* **EXERCISE INSTRUCTIONS**:
Read the listing and extract each line that includes the word "labels".

* **PROVIDED ENTRIES**:

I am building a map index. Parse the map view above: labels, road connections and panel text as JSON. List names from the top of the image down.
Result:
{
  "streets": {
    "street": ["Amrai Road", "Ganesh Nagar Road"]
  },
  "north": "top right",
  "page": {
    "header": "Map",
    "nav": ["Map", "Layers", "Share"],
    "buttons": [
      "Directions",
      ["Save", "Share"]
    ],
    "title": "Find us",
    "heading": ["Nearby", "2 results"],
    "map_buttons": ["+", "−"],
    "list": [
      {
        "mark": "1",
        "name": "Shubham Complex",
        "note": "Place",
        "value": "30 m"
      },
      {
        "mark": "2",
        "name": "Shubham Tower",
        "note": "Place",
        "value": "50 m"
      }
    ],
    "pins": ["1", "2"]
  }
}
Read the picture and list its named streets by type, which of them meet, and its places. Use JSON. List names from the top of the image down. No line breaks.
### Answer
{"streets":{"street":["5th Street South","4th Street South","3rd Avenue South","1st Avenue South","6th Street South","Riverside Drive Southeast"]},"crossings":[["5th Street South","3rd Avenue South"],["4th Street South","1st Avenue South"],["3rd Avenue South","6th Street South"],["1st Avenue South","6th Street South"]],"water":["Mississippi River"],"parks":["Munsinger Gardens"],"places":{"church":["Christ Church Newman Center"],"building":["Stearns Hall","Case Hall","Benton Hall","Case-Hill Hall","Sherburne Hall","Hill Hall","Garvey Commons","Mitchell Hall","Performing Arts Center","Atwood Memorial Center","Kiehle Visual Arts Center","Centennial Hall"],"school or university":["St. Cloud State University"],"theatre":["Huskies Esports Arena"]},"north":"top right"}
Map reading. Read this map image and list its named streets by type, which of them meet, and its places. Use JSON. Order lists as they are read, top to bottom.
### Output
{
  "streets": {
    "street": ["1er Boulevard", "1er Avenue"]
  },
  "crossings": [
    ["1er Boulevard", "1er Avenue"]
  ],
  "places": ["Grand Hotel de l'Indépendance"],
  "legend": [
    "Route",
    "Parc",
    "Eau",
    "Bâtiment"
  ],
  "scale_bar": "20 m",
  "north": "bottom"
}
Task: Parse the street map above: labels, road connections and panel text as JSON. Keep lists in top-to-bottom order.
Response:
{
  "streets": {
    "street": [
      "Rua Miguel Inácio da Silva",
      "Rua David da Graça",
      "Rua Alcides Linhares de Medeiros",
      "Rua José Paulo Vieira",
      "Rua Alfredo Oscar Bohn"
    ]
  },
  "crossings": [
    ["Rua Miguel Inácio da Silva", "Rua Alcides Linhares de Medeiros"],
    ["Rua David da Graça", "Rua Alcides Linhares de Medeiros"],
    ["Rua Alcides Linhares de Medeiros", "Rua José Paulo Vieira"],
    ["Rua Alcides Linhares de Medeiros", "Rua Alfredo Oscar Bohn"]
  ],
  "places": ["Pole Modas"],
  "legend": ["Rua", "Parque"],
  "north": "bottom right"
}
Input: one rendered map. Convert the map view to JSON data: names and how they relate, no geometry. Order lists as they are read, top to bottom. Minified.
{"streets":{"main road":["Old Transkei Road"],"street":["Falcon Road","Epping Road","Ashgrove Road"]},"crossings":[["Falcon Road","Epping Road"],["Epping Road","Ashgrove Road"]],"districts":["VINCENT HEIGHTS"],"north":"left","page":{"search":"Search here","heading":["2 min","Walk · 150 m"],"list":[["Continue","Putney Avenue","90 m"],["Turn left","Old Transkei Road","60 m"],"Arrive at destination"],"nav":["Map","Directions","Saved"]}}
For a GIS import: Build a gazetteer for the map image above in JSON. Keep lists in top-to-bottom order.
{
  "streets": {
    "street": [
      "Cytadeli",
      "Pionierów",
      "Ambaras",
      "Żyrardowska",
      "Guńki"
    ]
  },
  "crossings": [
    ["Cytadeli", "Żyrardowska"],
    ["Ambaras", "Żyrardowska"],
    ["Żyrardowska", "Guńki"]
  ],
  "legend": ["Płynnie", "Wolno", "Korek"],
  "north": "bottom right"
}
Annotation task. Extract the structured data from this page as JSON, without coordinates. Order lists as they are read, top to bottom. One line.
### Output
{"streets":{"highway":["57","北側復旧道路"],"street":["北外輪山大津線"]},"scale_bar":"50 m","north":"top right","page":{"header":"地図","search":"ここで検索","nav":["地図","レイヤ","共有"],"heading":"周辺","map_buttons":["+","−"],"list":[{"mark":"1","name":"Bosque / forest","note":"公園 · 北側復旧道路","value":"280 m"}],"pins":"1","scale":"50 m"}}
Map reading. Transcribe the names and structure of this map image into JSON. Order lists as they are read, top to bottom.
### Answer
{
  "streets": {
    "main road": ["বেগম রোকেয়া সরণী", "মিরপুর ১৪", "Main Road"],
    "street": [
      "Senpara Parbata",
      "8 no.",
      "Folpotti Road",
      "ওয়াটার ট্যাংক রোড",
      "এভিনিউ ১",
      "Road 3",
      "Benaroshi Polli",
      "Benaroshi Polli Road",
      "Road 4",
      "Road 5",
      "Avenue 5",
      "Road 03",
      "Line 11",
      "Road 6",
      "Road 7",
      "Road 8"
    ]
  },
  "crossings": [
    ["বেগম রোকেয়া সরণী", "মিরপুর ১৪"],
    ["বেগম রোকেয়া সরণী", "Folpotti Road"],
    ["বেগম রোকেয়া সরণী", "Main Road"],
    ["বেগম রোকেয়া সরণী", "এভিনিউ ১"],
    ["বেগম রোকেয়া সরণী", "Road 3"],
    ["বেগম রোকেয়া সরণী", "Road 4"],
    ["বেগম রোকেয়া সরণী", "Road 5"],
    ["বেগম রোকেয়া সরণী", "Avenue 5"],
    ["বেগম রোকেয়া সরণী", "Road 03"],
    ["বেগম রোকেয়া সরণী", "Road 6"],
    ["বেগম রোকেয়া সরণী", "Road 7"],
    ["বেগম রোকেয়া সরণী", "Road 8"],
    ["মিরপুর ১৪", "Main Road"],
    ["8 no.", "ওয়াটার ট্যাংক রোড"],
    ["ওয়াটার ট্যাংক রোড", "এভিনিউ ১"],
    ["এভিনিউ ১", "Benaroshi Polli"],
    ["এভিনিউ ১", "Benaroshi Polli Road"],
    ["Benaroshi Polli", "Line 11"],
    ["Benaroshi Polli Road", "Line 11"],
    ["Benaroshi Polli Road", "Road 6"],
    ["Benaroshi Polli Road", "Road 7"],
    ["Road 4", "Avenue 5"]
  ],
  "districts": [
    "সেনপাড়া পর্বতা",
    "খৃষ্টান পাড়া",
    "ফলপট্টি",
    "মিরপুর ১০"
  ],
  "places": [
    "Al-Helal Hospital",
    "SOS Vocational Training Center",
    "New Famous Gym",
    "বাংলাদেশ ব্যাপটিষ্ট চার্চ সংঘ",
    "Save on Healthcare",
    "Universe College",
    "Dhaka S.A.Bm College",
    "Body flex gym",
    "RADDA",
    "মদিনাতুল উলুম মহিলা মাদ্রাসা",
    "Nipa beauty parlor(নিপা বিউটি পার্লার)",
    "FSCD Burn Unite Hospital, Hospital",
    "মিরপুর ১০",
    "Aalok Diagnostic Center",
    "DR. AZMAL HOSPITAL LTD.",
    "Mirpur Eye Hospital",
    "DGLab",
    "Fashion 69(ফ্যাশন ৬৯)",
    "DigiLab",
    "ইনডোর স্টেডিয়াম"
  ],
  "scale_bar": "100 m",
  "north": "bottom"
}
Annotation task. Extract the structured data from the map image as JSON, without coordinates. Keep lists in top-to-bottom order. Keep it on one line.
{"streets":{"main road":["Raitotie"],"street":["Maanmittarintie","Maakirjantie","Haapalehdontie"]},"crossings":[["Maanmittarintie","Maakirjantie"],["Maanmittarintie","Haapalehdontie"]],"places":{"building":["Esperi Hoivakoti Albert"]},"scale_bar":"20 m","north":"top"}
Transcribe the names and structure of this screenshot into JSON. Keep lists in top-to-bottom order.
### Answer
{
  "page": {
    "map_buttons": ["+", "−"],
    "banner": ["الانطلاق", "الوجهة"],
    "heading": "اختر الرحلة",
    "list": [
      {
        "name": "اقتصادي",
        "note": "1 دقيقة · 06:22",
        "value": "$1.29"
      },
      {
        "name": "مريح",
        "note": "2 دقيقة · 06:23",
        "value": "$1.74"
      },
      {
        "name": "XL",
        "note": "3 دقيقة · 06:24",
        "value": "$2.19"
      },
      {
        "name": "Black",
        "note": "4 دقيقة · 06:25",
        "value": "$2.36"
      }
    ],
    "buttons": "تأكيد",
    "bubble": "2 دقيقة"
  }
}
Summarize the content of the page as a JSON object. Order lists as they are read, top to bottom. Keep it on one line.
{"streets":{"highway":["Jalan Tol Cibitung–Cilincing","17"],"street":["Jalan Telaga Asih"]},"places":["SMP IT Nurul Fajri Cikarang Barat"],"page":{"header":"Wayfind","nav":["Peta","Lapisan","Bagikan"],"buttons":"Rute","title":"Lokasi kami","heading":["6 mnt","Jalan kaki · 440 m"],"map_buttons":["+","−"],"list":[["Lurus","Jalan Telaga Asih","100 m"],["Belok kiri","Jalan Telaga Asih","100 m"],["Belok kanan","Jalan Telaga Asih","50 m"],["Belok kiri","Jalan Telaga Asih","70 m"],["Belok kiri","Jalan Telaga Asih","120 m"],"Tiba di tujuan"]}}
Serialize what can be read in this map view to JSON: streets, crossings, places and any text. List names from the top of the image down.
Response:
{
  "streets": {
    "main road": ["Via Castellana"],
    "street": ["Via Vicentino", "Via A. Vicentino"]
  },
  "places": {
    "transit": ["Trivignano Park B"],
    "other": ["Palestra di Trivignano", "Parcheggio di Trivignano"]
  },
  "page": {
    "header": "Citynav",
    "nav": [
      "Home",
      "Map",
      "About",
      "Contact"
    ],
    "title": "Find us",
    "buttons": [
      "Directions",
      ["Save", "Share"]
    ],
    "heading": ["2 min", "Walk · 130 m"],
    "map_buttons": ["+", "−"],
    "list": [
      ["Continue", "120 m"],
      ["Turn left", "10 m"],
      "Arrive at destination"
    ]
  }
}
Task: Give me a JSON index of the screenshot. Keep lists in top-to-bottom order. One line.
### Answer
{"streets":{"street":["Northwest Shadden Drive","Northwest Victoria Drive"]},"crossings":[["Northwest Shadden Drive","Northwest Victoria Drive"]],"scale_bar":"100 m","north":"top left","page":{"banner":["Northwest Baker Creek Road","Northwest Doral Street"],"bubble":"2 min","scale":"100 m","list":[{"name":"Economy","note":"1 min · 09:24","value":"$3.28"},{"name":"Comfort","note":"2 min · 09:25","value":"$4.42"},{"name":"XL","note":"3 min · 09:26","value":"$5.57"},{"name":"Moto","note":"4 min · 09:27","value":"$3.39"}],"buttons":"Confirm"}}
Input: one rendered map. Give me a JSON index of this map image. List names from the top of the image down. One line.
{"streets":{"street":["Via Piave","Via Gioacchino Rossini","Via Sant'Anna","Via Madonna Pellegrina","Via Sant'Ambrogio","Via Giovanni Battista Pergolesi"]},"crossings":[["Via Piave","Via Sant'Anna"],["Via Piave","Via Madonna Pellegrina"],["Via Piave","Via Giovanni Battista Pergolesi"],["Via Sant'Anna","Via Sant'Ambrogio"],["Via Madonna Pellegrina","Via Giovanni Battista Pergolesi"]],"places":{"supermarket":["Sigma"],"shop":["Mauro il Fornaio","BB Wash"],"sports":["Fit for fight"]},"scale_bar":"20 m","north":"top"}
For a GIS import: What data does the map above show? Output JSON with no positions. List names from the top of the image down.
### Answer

* **REPLY**:
I am building a map index. Parse the map view above: labels, road connections and panel text as JSON. List names from the top of the image down.
Task: Parse the street map above: labels, road connections and panel text as JSON. Keep lists in top-to-bottom order.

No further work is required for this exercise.